I have lots of SiLK flow data that I would like to do some data mining on. It looks like the destination IP column matches the source IP column of a row of data further down. The rows (with many more columns) look like this:
UID SIP DIP PROTOCOL SPORT DPORT 720107626538 1207697420 3232248333 17 53 7722 720108826800 3232248333 1207697420 17 47904 53
I have never programmed in R or SPSS and am having trouble figuring out how to turn 2 rows of 27 columns of data into 1 row of 54 columns of data.

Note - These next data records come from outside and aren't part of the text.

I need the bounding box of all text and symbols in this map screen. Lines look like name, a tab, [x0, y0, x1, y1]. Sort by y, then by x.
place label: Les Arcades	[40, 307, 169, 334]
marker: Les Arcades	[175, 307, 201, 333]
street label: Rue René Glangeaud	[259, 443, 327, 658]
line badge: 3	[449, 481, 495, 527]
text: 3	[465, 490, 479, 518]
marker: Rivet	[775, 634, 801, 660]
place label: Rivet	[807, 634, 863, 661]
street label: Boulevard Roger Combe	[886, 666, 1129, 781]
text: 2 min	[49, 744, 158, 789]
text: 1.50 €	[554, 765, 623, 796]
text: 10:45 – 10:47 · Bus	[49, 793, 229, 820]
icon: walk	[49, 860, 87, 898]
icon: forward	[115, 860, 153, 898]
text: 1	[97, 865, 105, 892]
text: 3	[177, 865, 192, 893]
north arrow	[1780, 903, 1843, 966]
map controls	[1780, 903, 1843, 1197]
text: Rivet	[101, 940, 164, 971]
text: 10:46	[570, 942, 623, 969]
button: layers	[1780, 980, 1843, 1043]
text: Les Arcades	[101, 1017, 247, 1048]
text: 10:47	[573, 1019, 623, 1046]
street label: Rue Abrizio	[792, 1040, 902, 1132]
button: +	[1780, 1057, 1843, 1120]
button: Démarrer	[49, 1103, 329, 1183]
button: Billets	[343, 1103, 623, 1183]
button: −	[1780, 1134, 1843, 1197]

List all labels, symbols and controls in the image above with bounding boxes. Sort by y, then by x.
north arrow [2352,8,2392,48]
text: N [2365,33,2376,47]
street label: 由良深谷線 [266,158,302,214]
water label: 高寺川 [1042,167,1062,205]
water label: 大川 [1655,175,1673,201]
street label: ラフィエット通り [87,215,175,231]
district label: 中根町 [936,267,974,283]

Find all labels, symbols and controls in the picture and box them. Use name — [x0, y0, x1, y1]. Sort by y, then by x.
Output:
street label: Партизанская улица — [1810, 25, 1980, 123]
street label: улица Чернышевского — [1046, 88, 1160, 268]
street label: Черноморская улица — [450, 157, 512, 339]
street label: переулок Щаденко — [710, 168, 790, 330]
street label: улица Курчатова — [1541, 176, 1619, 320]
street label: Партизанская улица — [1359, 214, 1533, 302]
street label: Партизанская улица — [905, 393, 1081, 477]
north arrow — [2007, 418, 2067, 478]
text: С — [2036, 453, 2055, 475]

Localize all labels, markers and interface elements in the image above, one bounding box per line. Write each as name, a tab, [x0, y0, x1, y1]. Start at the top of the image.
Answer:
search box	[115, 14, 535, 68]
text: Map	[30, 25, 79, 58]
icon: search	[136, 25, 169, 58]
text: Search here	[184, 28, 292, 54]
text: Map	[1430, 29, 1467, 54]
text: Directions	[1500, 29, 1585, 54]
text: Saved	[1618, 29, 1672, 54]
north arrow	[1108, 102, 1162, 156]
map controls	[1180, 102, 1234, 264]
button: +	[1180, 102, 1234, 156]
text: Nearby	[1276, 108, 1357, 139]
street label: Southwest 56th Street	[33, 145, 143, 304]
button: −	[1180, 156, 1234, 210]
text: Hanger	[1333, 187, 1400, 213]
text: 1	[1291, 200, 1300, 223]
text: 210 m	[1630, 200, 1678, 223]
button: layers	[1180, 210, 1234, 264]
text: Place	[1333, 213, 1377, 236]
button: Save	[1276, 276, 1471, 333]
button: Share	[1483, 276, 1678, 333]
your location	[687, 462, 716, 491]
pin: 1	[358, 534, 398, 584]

You can get corresponding SIP and DIP records on the same line through merge
:
df <- data.frame(
"UID" = c(720107626538, 720108826800),
"SIP" = c(1207697420, 3232248333),
"DIP" = c(3232248333, 1207697420),
"PROTOCOL" = c(17, 17),
"SPORT" = c(53, 47904),
"DPORT" = c(7722, 53),
stringsAsFactors = FALSE)
df_merged <- merge(
df[,setdiff(colnames(df), "DIP")],
df[,setdiff(colnames(df), "SIP")],
by.x = "SIP",
by.y = "DIP",
all = FALSE,
suffixes = c("_SIP", "_DIP"))
After that, you can use the UID fields to remove duplicates:
for(i in 2:nrow(df_merged)) {
ind <- df_merged$UID_DIP
ind[i] <- df_merged$UID_SIP[i]
df_merged <- df_merged[!duplicated(ind),]
}
df_merged
df_merged
SIP UID_SIP PROTOCOL_SIP SPORT_SIP DPORT_SIP UID_DIP PROTOCOL_DIP SPORT_DIP DPORT_DIP
1 1207697420 720107626538 17 53 7722 720108826800 17 47904 53
Because the de-duping relies on a loop, the whole thing could get very time-consuming if your dataset is large.